# Work instructions
Look through the material below. Return exactly the lines from the one with "Input: one rendered" through the one with "Instruction: What data", both included.

# Data for analysis
..........

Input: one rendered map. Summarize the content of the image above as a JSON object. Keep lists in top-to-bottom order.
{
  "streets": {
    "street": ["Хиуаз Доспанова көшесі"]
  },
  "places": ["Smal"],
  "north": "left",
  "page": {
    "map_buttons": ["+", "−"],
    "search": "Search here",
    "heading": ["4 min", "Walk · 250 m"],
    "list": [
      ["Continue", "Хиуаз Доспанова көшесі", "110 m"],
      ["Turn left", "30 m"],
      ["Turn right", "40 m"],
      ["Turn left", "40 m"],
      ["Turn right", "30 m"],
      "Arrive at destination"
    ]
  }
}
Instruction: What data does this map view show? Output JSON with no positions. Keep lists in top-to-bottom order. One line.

..........

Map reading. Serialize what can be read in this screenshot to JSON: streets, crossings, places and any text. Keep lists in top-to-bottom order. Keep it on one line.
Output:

..........

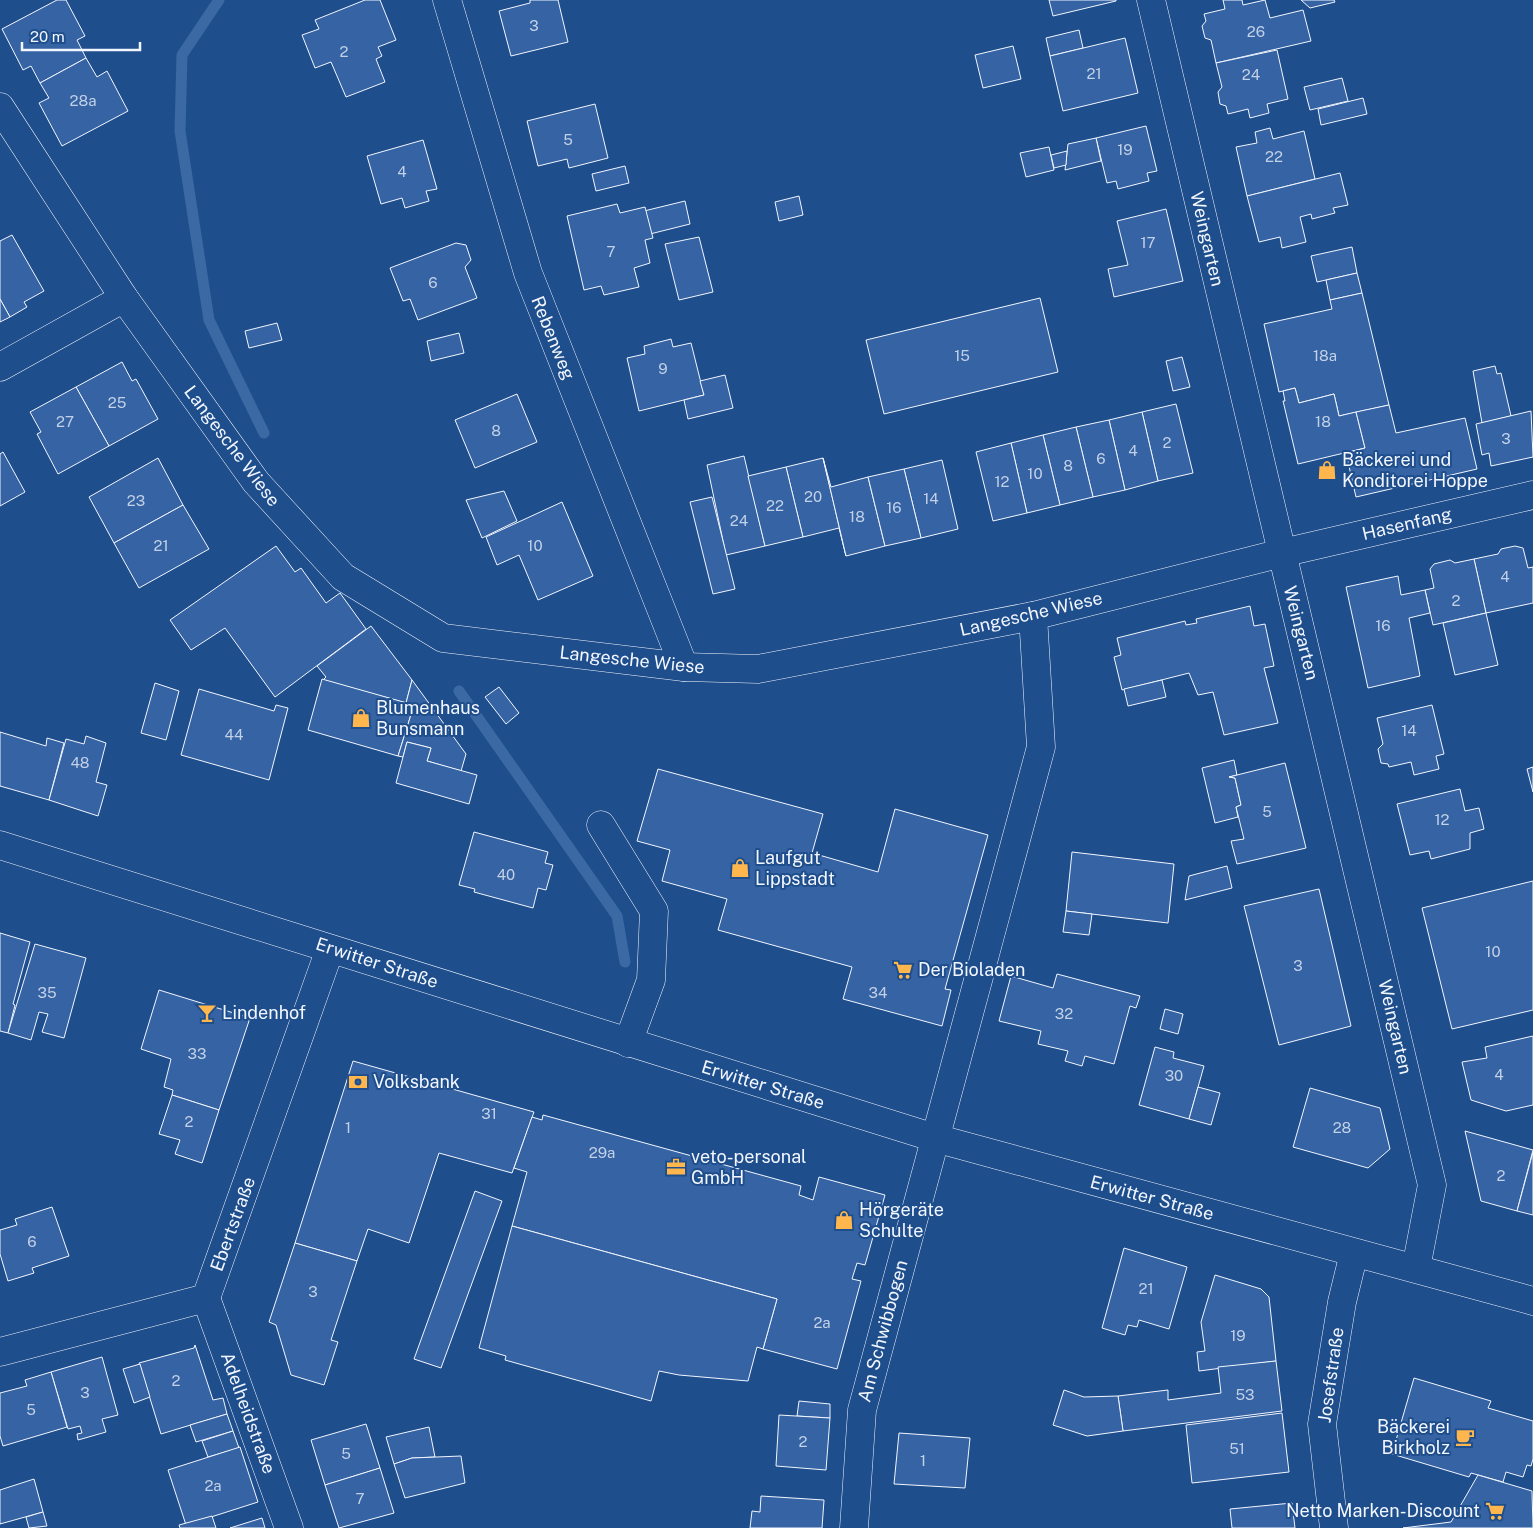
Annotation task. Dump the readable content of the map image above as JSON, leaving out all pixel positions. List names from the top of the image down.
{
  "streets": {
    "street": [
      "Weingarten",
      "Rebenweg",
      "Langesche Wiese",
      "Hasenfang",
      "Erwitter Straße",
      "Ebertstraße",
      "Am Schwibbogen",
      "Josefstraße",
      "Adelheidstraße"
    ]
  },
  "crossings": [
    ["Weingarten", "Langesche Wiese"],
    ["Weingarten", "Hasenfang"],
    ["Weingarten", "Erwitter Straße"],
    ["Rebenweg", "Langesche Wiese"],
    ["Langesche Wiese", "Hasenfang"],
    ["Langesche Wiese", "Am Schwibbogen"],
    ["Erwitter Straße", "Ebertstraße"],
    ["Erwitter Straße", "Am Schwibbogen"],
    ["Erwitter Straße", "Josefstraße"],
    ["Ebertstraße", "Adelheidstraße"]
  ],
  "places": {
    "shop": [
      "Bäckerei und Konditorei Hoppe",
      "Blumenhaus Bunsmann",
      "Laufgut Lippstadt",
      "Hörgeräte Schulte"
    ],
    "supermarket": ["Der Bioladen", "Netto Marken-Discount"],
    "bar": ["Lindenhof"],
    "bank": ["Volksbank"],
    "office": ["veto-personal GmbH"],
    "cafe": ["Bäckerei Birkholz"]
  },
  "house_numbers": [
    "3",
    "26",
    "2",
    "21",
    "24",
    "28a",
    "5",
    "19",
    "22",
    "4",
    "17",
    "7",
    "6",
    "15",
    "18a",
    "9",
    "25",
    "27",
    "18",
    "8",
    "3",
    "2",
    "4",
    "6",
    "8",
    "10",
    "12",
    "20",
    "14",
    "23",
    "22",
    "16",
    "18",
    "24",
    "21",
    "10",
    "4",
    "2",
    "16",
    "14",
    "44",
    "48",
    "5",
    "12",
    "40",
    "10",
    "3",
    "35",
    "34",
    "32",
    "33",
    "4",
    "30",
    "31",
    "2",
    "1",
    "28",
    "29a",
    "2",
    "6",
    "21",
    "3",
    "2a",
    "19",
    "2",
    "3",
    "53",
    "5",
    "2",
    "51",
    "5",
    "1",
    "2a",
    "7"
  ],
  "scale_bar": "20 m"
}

..........

# Solution for this task
Input: one rendered map. Summarize the content of the image above as a JSON object. Keep lists in top-to-bottom order.
{
  "streets": {
    "street": ["Хиуаз Доспанова көшесі"]
  },
  "places": ["Smal"],
  "north": "left",
  "page": {
    "map_buttons": ["+", "−"],
    "search": "Search here",
    "heading": ["4 min", "Walk · 250 m"],
    "list": [
      ["Continue", "Хиуаз Доспанова көшесі", "110 m"],
      ["Turn left", "30 m"],
      ["Turn right", "40 m"],
      ["Turn left", "40 m"],
      ["Turn right", "30 m"],
      "Arrive at destination"
    ]
  }
}
Instruction: What data does this map view show? Output JSON with no positions. Keep lists in top-to-bottom order. One line.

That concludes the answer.